Bang the Drum Slowly is considered one of the best of the many notable baseball novels. While it eschews the mythical side of baseball emphasized in Bernard Malamud’s The Natural (1952), Robert Coovers’ The Universal Baseball Association, Inc., J. Henry Waugh, Prop. (1968), Jerome Charyn’s The Seventh Babe (1979), and W. P. Kinsella’s Shoeless Joe (1982), it and The Southpaw effectively present a realistic, unsentimental picture of the day-to-day life of a major leaguer, filled with boredom, temptations, personality conflicts, slumps, and heroics. The Henry Wig-gen saga is an outstanding example of the coming-of-age tradition in American literature. As Henry makes the awkward, often painful transition from youth to experience, Bruce’s illness and slow death are a major contribution to his maturity, teaching him the importance of standing up for and making sacrifices for one’s friends.

Bibliography

Fimrite, Ron. “Fiction in a Diamond Setting: Mark Harris’s Novels Sparkle with Hard-Edged Realism.” Sports Illustrated 73 (October 15, 1990): 117-122. A biographical and critical profile of Mark Harris. The models for some of the characters in Bang the Drum Slowly are discussed. Fimrite details the evolution of serious literature on baseball and asserts that until the publication of Harris’s The Southpaw, baseball literature consisted of mostly “fairy tale” boy’s books written by fabulists. Fimrite also notes the influence of Ring Lardner and Mark Twain on Harris’s baseball books.

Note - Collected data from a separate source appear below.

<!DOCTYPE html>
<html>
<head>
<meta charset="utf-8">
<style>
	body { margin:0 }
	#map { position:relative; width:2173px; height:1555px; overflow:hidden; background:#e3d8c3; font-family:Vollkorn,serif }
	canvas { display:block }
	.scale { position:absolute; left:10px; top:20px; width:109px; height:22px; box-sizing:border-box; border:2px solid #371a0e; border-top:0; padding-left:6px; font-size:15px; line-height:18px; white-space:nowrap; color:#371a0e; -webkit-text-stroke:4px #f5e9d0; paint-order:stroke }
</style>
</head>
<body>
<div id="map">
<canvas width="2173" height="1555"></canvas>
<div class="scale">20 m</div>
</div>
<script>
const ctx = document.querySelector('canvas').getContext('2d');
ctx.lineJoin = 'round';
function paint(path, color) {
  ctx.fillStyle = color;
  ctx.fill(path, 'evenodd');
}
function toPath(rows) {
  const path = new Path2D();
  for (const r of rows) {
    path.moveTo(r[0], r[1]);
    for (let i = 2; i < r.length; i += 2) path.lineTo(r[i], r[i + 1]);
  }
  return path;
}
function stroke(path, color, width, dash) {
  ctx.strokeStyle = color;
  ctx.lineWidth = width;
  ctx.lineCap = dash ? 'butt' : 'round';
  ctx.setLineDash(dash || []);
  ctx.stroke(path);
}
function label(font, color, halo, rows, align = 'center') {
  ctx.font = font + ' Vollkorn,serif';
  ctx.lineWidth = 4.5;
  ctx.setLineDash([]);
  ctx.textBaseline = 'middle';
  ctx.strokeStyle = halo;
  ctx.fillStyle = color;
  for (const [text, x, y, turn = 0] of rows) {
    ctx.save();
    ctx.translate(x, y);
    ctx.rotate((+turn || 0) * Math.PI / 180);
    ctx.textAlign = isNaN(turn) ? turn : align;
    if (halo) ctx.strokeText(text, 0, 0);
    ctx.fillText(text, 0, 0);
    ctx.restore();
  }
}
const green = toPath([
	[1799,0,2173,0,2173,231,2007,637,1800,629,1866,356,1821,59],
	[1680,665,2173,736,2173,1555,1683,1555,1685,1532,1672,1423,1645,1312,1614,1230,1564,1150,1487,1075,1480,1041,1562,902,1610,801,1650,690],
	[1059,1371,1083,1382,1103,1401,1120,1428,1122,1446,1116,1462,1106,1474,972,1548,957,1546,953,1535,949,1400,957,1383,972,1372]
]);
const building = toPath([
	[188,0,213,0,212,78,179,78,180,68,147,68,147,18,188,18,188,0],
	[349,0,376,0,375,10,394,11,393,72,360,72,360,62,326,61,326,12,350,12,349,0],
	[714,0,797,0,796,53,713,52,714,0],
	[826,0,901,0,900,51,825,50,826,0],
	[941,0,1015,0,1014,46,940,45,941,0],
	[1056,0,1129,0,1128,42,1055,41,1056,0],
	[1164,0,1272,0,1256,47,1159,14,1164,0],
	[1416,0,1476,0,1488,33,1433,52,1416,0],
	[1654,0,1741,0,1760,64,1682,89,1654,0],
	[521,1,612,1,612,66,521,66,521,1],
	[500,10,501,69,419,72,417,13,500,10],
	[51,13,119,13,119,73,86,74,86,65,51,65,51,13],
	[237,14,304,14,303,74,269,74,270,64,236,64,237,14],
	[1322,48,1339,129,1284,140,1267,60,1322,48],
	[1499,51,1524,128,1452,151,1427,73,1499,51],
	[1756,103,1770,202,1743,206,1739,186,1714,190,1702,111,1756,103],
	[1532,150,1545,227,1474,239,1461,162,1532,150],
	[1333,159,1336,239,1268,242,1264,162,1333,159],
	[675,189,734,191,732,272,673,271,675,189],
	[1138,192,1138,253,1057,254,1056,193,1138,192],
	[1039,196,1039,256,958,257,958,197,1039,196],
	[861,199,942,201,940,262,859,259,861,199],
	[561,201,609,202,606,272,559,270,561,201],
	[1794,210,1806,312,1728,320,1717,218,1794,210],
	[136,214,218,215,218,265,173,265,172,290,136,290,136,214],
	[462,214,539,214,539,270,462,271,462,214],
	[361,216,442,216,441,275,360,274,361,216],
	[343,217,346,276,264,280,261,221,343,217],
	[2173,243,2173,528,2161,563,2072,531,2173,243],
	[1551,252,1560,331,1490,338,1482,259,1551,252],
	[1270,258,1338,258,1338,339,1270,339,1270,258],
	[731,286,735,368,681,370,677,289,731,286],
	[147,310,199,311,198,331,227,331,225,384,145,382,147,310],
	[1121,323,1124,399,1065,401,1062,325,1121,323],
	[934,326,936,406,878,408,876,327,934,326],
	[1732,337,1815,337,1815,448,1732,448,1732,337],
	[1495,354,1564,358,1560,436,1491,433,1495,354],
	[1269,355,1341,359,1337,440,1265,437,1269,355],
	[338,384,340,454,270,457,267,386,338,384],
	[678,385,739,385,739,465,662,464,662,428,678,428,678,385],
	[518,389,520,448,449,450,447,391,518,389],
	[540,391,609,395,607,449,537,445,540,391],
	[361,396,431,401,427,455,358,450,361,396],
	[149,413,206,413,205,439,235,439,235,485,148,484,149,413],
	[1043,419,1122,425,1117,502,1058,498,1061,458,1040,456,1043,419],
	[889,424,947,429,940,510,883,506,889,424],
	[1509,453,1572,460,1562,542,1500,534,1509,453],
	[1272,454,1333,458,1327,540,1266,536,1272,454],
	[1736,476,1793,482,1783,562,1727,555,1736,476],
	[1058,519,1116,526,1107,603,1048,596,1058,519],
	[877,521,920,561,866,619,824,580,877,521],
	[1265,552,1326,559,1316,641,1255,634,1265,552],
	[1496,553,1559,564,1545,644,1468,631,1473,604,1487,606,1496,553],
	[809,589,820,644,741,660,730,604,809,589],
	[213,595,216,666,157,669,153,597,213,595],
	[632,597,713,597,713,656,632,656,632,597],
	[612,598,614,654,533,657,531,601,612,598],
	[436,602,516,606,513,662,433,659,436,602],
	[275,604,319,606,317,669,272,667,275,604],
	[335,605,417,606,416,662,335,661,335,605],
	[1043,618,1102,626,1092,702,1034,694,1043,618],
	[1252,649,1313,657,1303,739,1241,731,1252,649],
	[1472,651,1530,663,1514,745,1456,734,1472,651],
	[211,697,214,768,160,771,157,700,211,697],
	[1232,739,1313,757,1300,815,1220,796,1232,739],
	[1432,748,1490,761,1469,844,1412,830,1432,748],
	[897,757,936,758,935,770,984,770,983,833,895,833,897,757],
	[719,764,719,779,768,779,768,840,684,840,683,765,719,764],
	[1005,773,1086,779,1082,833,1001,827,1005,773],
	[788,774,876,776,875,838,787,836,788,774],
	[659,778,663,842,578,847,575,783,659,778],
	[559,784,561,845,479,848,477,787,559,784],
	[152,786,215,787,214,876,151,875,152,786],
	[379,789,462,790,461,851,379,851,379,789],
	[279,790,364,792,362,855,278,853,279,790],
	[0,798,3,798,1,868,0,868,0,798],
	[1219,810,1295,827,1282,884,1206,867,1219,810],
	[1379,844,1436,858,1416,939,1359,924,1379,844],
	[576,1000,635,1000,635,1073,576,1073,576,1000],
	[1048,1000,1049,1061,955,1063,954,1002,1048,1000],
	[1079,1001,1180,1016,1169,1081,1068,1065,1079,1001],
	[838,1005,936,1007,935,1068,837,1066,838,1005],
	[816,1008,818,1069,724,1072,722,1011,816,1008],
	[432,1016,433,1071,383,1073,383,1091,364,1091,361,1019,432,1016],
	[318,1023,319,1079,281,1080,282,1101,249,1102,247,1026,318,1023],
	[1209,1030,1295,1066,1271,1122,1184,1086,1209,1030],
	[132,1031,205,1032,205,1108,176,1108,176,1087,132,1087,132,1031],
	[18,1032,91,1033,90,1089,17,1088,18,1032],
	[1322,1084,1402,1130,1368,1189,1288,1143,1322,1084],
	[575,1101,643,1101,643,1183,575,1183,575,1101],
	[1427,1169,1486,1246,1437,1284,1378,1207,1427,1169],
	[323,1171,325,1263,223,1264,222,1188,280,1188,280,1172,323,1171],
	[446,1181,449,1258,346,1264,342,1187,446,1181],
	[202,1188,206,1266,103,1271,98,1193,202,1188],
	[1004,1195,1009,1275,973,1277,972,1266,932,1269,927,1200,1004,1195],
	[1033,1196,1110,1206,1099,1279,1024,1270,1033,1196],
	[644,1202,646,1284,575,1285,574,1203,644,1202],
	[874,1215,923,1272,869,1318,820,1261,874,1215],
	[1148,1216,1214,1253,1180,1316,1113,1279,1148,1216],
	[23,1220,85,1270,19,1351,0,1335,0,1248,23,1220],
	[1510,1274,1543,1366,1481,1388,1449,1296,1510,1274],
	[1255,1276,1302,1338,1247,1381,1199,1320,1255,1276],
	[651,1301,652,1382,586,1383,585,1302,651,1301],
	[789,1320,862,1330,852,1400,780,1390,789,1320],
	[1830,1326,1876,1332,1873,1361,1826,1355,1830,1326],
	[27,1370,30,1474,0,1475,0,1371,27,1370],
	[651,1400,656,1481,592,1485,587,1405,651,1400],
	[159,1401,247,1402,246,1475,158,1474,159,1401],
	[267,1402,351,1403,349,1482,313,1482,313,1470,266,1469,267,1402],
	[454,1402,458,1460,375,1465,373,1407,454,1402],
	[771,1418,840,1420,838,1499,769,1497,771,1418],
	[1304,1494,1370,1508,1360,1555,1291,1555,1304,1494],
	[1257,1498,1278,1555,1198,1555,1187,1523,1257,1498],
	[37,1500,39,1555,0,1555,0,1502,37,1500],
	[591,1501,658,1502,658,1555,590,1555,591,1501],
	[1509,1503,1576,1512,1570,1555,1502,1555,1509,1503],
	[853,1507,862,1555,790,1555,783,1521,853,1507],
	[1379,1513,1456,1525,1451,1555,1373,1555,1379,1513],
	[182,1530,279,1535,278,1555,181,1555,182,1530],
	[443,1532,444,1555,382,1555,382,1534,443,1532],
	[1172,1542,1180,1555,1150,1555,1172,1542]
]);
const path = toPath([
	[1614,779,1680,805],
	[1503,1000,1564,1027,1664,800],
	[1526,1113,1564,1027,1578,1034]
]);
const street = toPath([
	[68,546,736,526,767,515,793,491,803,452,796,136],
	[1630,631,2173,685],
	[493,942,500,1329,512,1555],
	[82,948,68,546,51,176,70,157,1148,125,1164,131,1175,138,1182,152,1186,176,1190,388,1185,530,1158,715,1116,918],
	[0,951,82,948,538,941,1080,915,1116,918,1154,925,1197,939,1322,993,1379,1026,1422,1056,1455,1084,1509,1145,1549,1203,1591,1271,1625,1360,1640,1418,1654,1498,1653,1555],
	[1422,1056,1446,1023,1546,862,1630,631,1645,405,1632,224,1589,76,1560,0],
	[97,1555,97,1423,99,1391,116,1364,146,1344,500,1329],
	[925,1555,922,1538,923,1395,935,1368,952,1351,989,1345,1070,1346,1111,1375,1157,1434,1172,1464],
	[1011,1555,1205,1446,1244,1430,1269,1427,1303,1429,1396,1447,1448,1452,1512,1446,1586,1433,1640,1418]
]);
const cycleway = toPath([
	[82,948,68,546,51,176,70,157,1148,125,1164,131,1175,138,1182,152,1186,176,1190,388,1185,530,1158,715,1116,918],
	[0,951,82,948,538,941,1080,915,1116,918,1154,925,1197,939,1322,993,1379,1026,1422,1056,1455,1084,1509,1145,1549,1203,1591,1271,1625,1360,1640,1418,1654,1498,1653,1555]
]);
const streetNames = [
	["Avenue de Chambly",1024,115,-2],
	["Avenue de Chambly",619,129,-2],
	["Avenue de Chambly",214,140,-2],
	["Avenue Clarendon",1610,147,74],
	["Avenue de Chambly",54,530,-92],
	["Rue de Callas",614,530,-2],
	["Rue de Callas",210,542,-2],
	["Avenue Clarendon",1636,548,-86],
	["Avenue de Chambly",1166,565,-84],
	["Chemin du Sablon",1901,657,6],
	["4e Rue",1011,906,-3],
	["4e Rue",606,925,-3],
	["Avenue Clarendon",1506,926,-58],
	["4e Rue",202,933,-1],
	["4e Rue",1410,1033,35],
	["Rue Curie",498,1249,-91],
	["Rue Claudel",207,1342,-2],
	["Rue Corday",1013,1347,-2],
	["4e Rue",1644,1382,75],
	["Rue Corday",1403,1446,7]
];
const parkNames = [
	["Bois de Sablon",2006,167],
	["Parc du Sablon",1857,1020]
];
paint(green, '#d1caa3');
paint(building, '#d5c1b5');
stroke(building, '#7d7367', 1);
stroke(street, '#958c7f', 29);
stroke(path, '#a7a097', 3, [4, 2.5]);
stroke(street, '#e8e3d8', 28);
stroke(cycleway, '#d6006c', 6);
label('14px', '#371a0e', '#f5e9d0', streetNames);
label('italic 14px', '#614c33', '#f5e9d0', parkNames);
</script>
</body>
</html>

Harris, Mark. Best Father Ever Invented: The Autobiography of Mark Harris. New York: Dial Press, 1976. In his autobiography, written during the 1960’s and published in 1976, Harris portrays himself as depressed over his work, categorizing his earlier baseball novel, The Southpaw, as “facile realism in a facile style.” A fascinating early self-portrait of a writer who has since come to terms with himself and his writing.

Harris, Mark. Diamond: Baseball Writings of Mark Harris. New York: Donald I. Fine, 1995. A collection of baseball writings by Harris spanning 1946 through 1993. Provides an illuminating view into Harris’s devotion to the game and the evolution of his thinking on numerous topics. Also included is Harris’s screenplay of the movie version of Bang the Drum Slowly.

Lavers, Norman. Mark Harris. Boston: Twayne, 1978. Lavers provides a critical and interpretive study of Harris, with a close reading of his major works, a solid bibliography, and complete notes and references.